# REQUIREMENT
All of the records below should be retyped exactly, with no pictures included.
-- LISTED RECORDS follows --
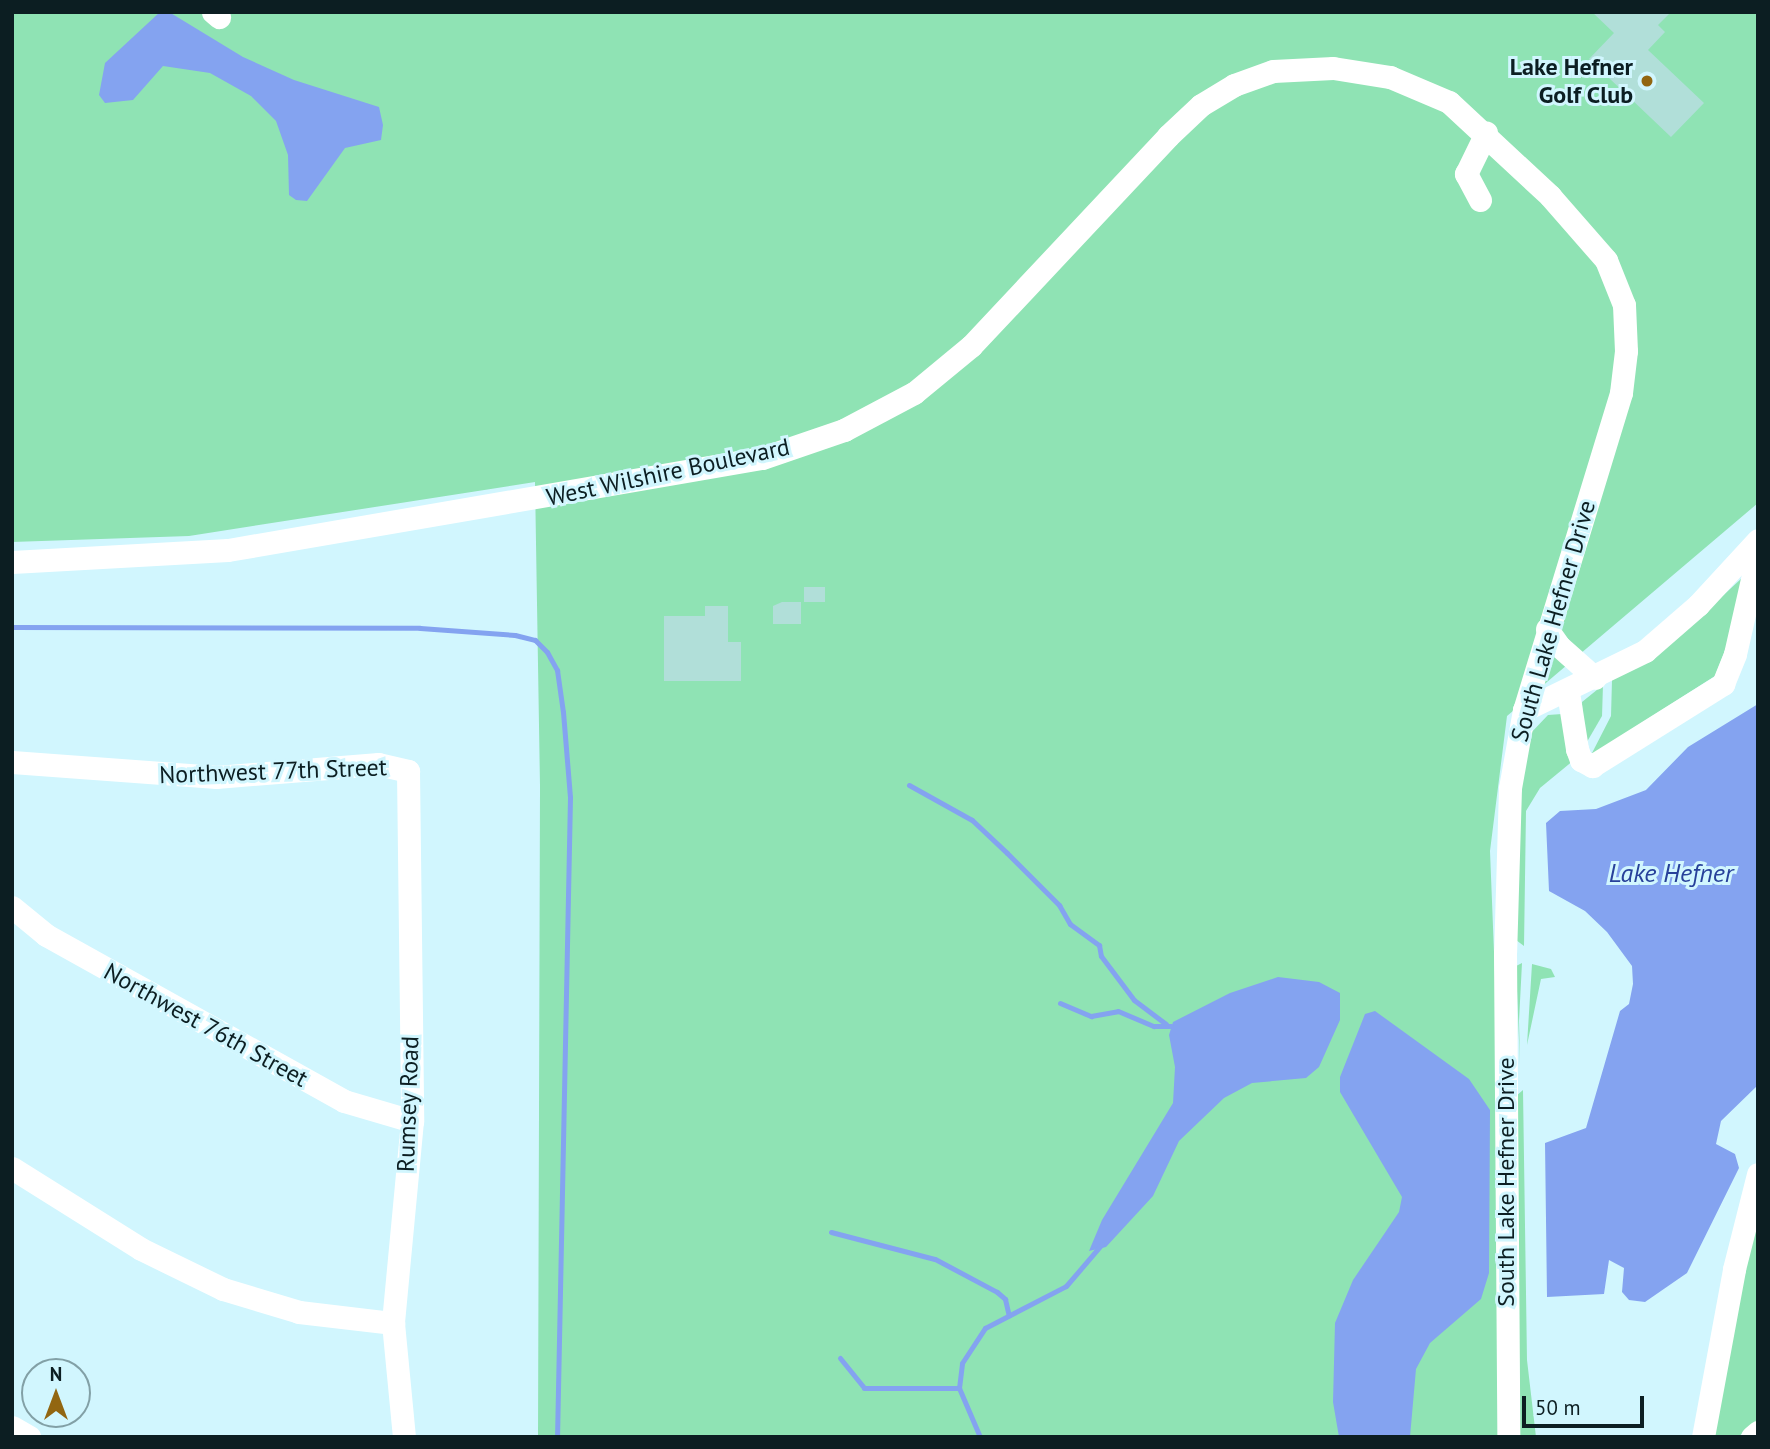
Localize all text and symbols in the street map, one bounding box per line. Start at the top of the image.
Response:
place label: Lake Hefner Golf Club [1510,53,1633,109]
marker: Lake Hefner Golf Club [1639,73,1655,89]
street label: West Wilshire Boulevard [543,432,793,512]
street label: South Lake Hefner Drive [1505,497,1601,745]
street label: Northwest 77th Street [159,753,387,789]
water label: Lake Hefner [1609,857,1733,889]
street label: Northwest 76th Street [99,957,313,1093]
street label: Rumsey Road [391,1035,425,1173]
street label: South Lake Hefner Drive [1492,1057,1520,1307]
north arrow [21,1358,91,1428]
text: N [50,1362,62,1386]
scale bar [1525,1382,1648,1426]
text: 50 m [1535,1394,1581,1421]

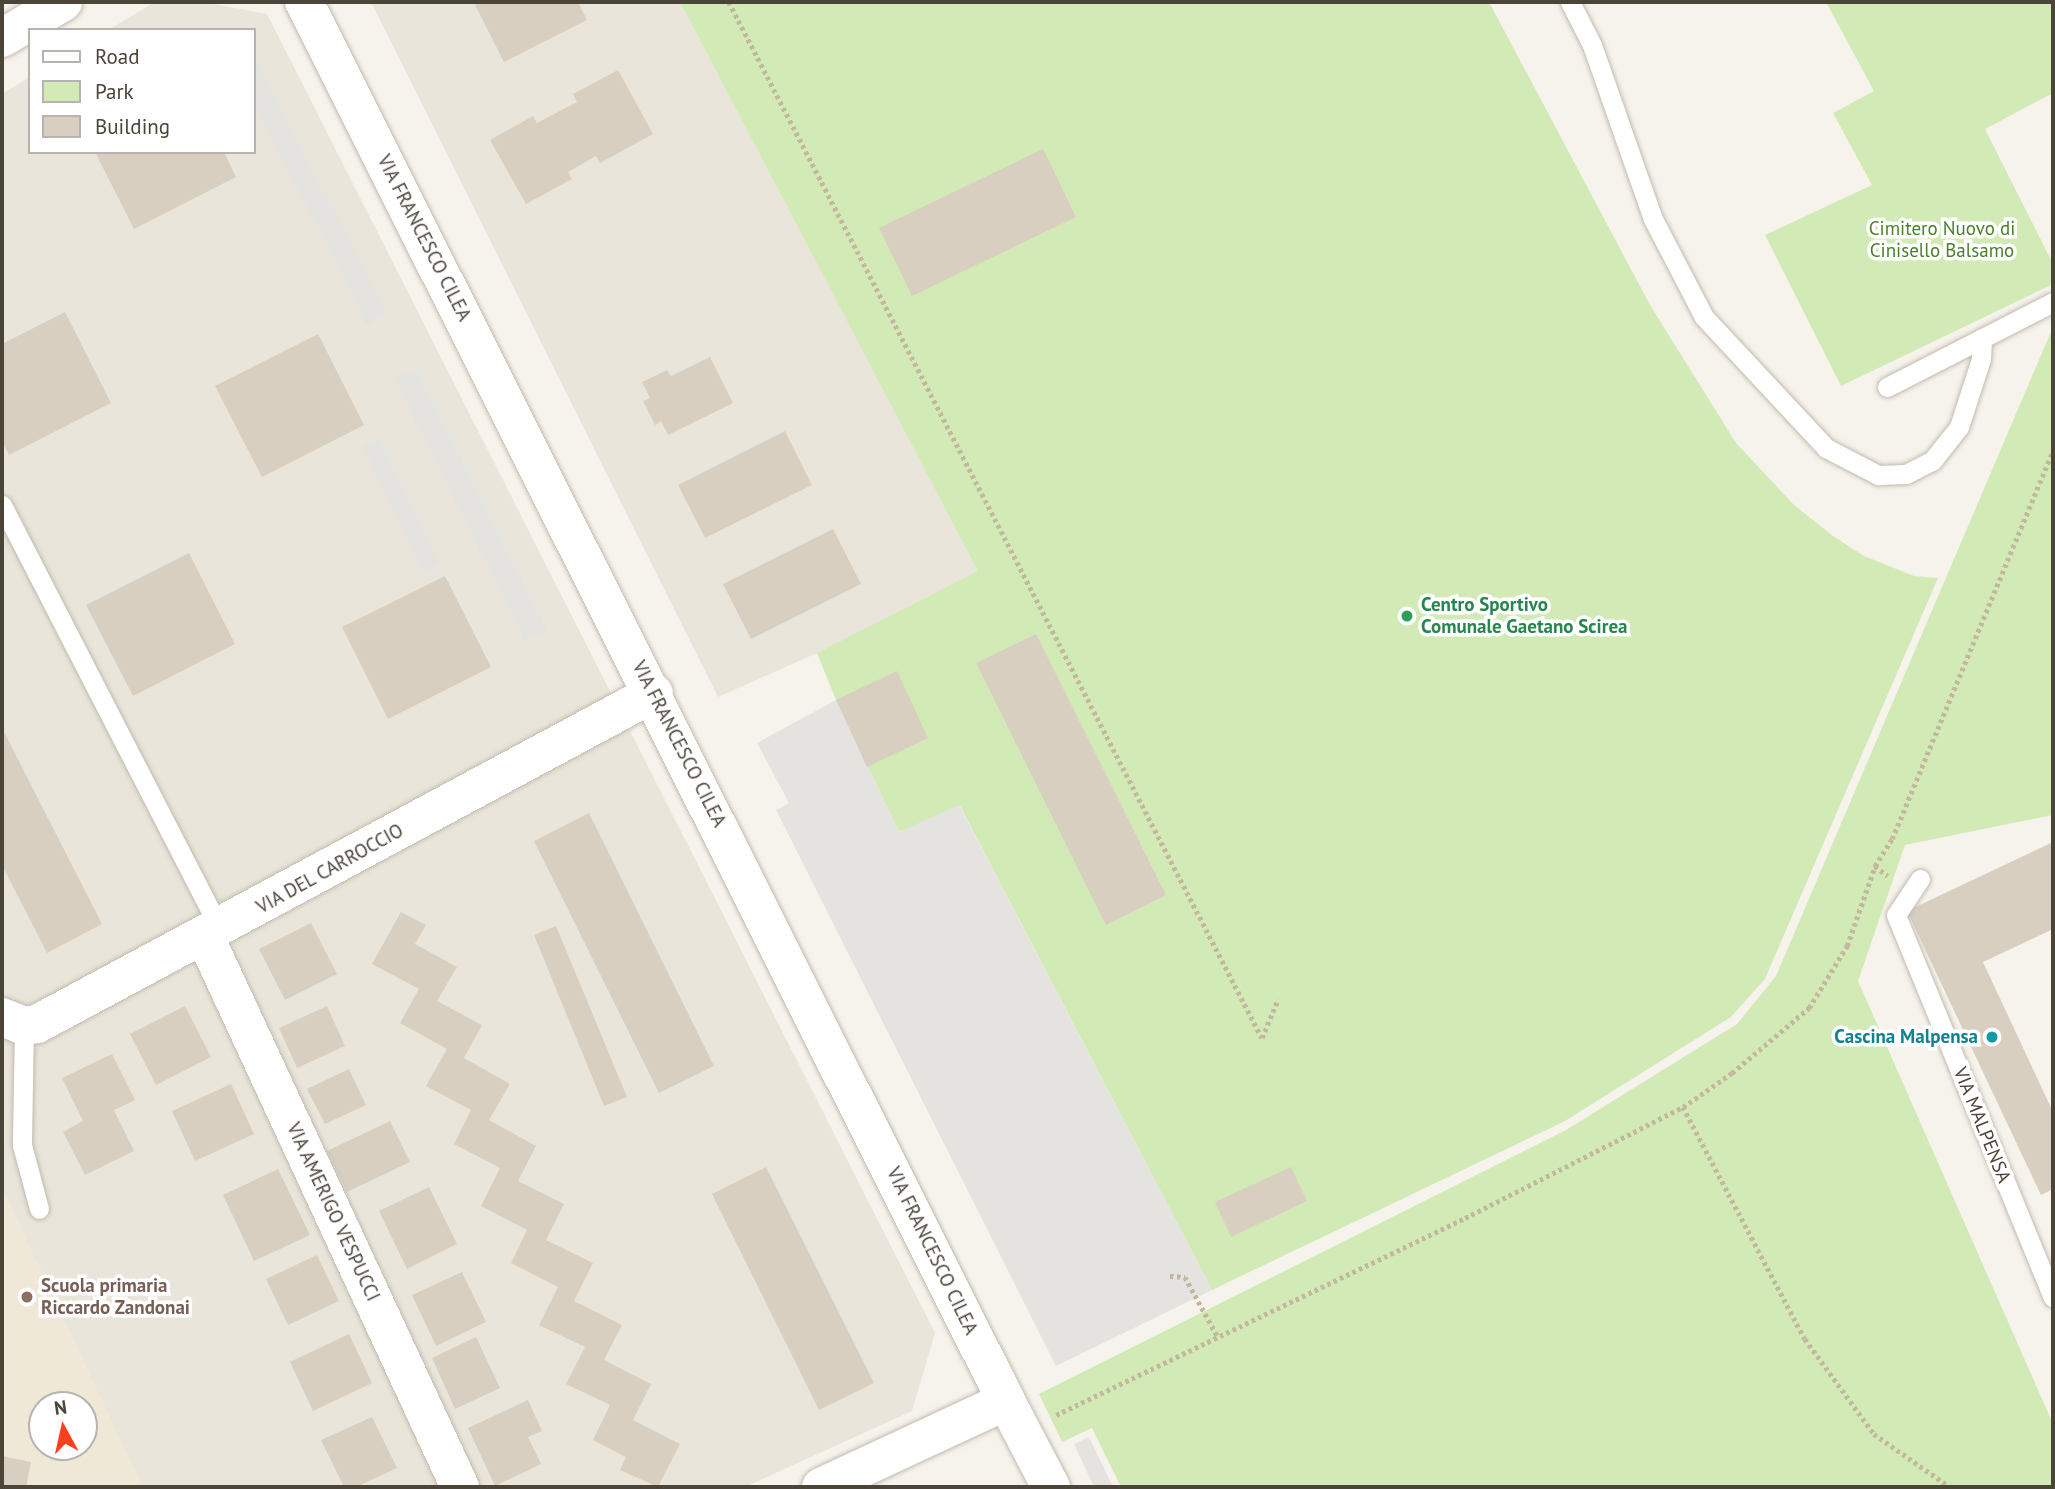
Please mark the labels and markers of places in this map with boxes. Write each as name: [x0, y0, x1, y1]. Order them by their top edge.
place label: Centro Sportivo Comunale Gaetano Scirea: [1421, 594, 1628, 638]
marker: Centro Sportivo Comunale Gaetano Scirea: [1399, 608, 1415, 624]
place label: Cascina Malpensa: [1834, 1026, 1978, 1048]
marker: Cascina Malpensa: [1984, 1029, 2000, 1045]
place label: Scuola primaria Riccardo Zandonai: [41, 1275, 190, 1319]
marker: Scuola primaria Riccardo Zandonai: [19, 1289, 35, 1305]

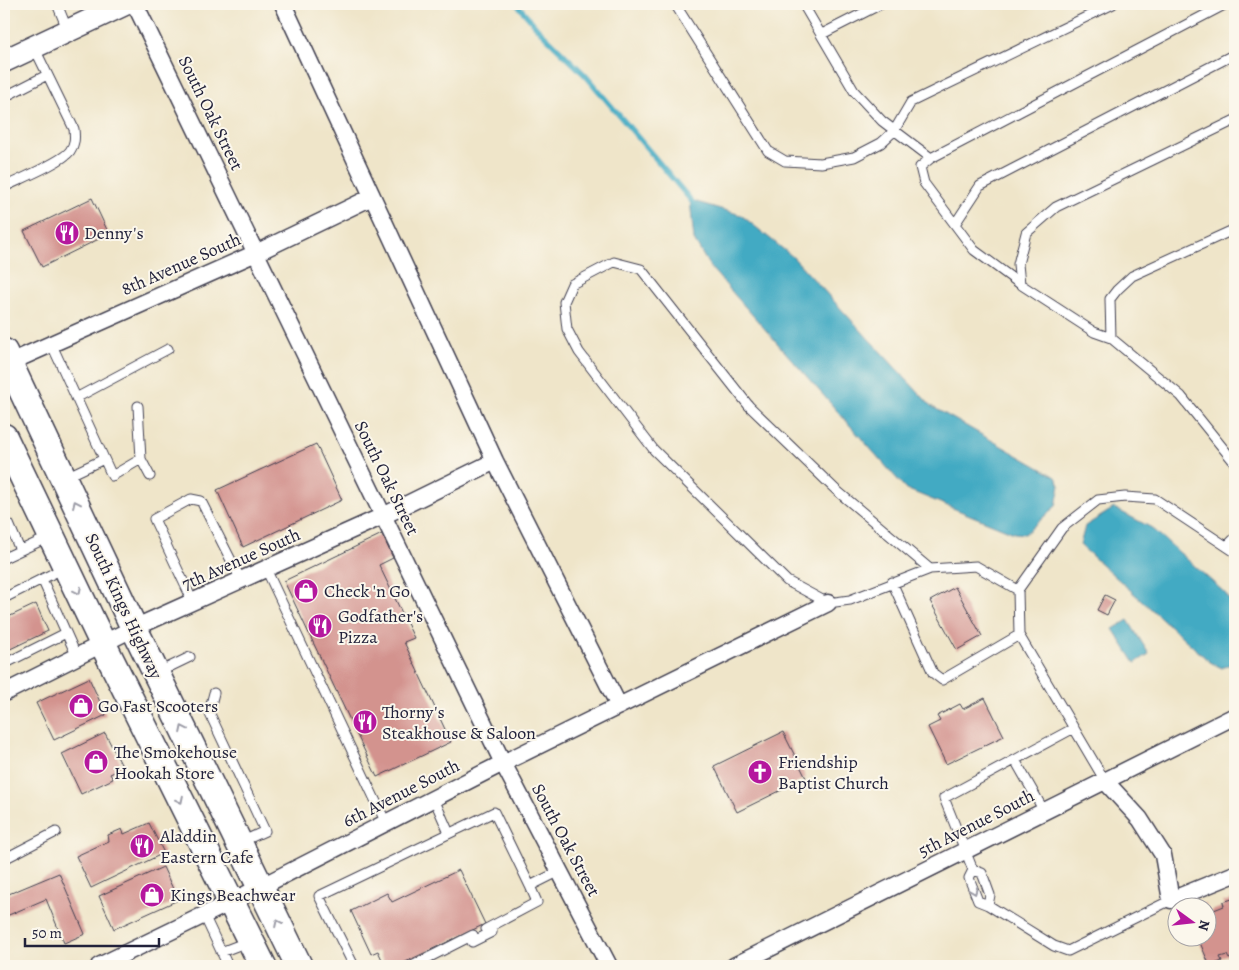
-- LISTED RECORDS concluded --
# COMPLETED TASK
Localize all text and symbols in the street map, one bounding box per line. Start at the top of the image.
Response:
place label: Lake Hefner Golf Club [1510,53,1633,109]
marker: Lake Hefner Golf Club [1639,73,1655,89]
street label: West Wilshire Boulevard [543,432,793,512]
street label: South Lake Hefner Drive [1505,497,1601,745]
street label: Northwest 77th Street [159,753,387,789]
water label: Lake Hefner [1609,857,1733,889]
street label: Northwest 76th Street [99,957,313,1093]
street label: Rumsey Road [391,1035,425,1173]
street label: South Lake Hefner Drive [1492,1057,1520,1307]
north arrow [21,1358,91,1428]
text: N [50,1362,62,1386]
scale bar [1525,1382,1648,1426]
text: 50 m [1535,1394,1581,1421]

Please mark the labels and markers of places in this map with boxes. Write each as name: [x0, y0, x1, y1]. Order them by their top edge.
place label: Centro Sportivo Comunale Gaetano Scirea: [1421, 594, 1628, 638]
marker: Centro Sportivo Comunale Gaetano Scirea: [1399, 608, 1415, 624]
place label: Cascina Malpensa: [1834, 1026, 1978, 1048]
marker: Cascina Malpensa: [1984, 1029, 2000, 1045]
place label: Scuola primaria Riccardo Zandonai: [41, 1275, 190, 1319]
marker: Scuola primaria Riccardo Zandonai: [19, 1289, 35, 1305]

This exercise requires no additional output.